100 story high building and 2 glasses. Least number of experimental drops?

There is a 100 story high building. We have 2 identical glasses. We would like to know the highest floor from which it is possible to drop a glass and not have it broken on the ground. What is the least number of experimental drops we need in order to determine the answer? (and how so?)I know it is less than 19.

Answer:

7 drops should be needed to be sure. #1 drop from the 50th floor breaks, go to 25. Doesn't break, goto 75 # 2 breaks from 25, goto 12. Doesn't break from 25, goto 37 # 2 breaks from 75, goto 62. Doesn't break from 75, goto 87 # 3 breaks from 12, goto 6. Doesn't break from 12, goto 18 # 3 breaks from 37, goto 31. Doesn't break from 37, goto 43. # 3 breaks from 62, goto 68. Doesn't break from 62, goto 56. # 3 breaks from 87, goto 81. Doesn't break from 87, goto 93. As you can see, each drop allows you to cut the min-max distance by 1/2. Within 6 or 7 tries you should have a valid answer.

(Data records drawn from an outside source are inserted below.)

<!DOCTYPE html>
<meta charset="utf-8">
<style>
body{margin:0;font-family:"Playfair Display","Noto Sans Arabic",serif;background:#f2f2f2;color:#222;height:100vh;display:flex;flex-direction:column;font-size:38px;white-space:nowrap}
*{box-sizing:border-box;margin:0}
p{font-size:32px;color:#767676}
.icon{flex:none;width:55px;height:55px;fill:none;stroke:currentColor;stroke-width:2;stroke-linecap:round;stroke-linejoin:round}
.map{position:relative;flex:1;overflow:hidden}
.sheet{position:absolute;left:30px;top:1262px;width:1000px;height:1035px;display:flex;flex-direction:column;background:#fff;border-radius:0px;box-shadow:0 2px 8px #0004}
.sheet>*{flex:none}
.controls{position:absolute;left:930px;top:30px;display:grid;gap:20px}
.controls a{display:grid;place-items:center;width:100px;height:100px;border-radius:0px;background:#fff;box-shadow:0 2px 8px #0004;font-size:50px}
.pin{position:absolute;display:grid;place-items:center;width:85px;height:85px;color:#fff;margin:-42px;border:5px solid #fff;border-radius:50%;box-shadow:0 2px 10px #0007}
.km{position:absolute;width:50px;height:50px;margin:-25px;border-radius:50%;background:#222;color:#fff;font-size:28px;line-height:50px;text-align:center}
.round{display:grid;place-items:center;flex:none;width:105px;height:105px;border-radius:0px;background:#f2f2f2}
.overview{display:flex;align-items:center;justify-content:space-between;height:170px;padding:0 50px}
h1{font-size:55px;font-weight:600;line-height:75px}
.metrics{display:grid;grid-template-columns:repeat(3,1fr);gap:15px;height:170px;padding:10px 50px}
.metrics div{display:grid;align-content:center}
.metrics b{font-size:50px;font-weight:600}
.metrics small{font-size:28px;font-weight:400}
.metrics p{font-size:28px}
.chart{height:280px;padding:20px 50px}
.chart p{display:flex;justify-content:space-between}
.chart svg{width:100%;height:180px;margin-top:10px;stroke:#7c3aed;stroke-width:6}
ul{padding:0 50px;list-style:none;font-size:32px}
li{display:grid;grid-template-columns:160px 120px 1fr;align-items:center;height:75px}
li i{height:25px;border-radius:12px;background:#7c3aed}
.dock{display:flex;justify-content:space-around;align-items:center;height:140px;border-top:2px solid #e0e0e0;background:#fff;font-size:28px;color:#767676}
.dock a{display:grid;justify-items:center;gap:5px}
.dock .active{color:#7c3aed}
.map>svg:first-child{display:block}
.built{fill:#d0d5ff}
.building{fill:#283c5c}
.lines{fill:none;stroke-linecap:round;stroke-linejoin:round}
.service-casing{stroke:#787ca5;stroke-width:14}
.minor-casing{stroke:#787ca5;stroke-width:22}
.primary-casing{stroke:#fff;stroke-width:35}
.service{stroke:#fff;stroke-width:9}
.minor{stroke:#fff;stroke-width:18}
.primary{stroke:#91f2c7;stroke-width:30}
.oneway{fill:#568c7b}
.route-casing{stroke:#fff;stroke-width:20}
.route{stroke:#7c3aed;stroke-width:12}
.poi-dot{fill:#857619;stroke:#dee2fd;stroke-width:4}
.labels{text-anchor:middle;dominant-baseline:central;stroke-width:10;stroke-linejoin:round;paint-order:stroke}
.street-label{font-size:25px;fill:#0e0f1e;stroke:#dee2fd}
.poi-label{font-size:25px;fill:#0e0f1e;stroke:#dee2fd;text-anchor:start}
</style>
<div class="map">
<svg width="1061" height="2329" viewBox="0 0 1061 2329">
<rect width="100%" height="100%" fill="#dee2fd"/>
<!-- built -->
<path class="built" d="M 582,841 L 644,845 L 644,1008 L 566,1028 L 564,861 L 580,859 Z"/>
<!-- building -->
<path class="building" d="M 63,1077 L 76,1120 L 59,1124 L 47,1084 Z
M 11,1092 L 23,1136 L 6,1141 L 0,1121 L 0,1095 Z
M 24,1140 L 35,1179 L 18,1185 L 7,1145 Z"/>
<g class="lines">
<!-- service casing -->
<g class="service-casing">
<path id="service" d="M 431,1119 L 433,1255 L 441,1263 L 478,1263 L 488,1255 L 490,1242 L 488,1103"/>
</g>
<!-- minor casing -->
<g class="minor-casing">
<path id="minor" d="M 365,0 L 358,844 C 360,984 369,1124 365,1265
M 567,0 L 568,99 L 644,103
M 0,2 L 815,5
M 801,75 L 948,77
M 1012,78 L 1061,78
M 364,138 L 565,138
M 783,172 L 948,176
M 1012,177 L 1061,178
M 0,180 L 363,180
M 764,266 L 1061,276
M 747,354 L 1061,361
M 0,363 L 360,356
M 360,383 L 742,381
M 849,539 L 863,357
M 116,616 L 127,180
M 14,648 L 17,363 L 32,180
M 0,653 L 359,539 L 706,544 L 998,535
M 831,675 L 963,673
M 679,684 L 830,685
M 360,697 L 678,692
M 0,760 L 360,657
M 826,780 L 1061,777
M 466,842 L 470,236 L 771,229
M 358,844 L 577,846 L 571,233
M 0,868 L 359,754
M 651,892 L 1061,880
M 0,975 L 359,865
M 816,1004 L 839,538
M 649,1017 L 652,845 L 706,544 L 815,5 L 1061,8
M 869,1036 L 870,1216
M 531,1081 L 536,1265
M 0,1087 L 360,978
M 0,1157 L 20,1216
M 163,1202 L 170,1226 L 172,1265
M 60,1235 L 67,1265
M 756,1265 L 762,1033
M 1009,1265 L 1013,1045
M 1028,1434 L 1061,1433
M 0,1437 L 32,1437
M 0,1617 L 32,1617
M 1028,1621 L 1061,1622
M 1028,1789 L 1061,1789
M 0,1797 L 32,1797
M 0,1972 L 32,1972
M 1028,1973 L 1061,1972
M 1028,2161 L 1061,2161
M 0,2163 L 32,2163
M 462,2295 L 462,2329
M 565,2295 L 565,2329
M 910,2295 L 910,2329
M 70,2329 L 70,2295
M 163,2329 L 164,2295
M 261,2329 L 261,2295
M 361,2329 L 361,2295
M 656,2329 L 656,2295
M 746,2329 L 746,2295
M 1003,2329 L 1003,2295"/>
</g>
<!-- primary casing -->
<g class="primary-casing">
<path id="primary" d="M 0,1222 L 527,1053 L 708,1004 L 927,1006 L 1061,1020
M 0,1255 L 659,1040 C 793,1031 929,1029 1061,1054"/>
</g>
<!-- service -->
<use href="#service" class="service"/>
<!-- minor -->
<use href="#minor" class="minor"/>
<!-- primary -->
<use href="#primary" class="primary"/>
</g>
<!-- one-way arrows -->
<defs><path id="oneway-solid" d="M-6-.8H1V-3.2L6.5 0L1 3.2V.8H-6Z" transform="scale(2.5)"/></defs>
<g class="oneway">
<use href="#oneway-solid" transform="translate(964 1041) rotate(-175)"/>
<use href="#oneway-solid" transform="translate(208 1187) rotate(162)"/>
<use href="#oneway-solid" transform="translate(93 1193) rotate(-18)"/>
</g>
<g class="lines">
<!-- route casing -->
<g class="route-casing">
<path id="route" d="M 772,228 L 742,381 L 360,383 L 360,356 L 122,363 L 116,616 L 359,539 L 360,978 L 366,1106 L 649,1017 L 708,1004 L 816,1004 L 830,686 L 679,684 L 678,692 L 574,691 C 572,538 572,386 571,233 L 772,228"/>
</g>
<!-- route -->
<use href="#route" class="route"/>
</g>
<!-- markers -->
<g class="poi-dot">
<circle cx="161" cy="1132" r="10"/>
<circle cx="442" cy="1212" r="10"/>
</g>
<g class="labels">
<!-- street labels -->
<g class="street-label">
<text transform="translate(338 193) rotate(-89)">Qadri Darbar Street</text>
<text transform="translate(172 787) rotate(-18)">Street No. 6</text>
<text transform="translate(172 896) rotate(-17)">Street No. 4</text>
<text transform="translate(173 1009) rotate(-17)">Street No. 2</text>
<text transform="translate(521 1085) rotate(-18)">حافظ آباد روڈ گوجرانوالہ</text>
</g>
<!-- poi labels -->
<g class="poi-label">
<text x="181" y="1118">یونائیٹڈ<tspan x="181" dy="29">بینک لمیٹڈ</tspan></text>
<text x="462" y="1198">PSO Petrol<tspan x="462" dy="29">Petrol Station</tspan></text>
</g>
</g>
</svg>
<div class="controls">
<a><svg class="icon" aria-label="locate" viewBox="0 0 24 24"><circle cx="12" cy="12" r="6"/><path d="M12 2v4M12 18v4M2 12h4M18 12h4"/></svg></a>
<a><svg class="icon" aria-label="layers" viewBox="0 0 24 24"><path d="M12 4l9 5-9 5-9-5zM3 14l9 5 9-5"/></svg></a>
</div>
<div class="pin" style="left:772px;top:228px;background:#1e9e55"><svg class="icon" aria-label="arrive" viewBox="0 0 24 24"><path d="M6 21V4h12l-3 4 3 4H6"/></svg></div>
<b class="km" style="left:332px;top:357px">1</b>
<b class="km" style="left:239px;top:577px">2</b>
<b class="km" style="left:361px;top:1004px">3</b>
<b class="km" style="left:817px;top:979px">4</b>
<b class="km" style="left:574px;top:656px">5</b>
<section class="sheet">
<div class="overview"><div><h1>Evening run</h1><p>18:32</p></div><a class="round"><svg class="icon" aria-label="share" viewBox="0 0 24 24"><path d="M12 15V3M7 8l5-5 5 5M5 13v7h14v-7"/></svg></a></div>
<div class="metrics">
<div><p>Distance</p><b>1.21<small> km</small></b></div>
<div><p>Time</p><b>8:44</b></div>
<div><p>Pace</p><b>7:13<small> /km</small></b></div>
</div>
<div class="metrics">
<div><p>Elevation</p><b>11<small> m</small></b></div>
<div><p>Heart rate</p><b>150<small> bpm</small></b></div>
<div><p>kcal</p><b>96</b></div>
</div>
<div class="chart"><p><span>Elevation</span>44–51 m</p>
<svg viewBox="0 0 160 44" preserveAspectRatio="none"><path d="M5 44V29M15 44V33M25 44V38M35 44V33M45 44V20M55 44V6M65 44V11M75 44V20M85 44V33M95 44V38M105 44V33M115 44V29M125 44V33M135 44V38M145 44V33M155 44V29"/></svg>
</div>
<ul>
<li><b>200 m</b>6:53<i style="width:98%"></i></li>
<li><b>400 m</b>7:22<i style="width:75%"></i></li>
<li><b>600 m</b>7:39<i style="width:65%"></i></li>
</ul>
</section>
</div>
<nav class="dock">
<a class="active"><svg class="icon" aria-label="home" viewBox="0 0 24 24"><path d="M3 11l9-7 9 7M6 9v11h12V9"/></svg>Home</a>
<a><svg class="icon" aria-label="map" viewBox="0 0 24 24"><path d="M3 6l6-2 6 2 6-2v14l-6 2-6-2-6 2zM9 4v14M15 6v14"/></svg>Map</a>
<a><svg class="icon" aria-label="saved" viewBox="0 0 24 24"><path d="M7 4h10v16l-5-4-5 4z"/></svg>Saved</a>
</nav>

Ok, with your new I info I have a new answer. :) Least number of drops = 2 (floors 10 and 1 (both break) Most number of tests = 18. (floor 99) Drop from floors 12 1+11 24 2+11 36 3+11 48 4+11 60 5+11 70 6+9 80 7+9 90 8+9 100 9+9
I believe you are basically doing a binary search. I hope that helps enough because as long as you know that algorithm, you can just calculate the max. Edit: sorry, forgot to note you are limited to 2, so I guess you would be in some trouble if you broke both, which could happen with a naive binary search. So, I guess in that way my intuition would say moving up somehow. Let's say 10 at a time. Drop glass from 10th floor - it breaks, now you only have to test floors 1-9 sequentially, that's 10 drops at most - it doesn't, drop from 20th floor - it breaks, test floors 11-19 sequentially, that's 11 drops at most - it doesn't break, drop from 30th, etc.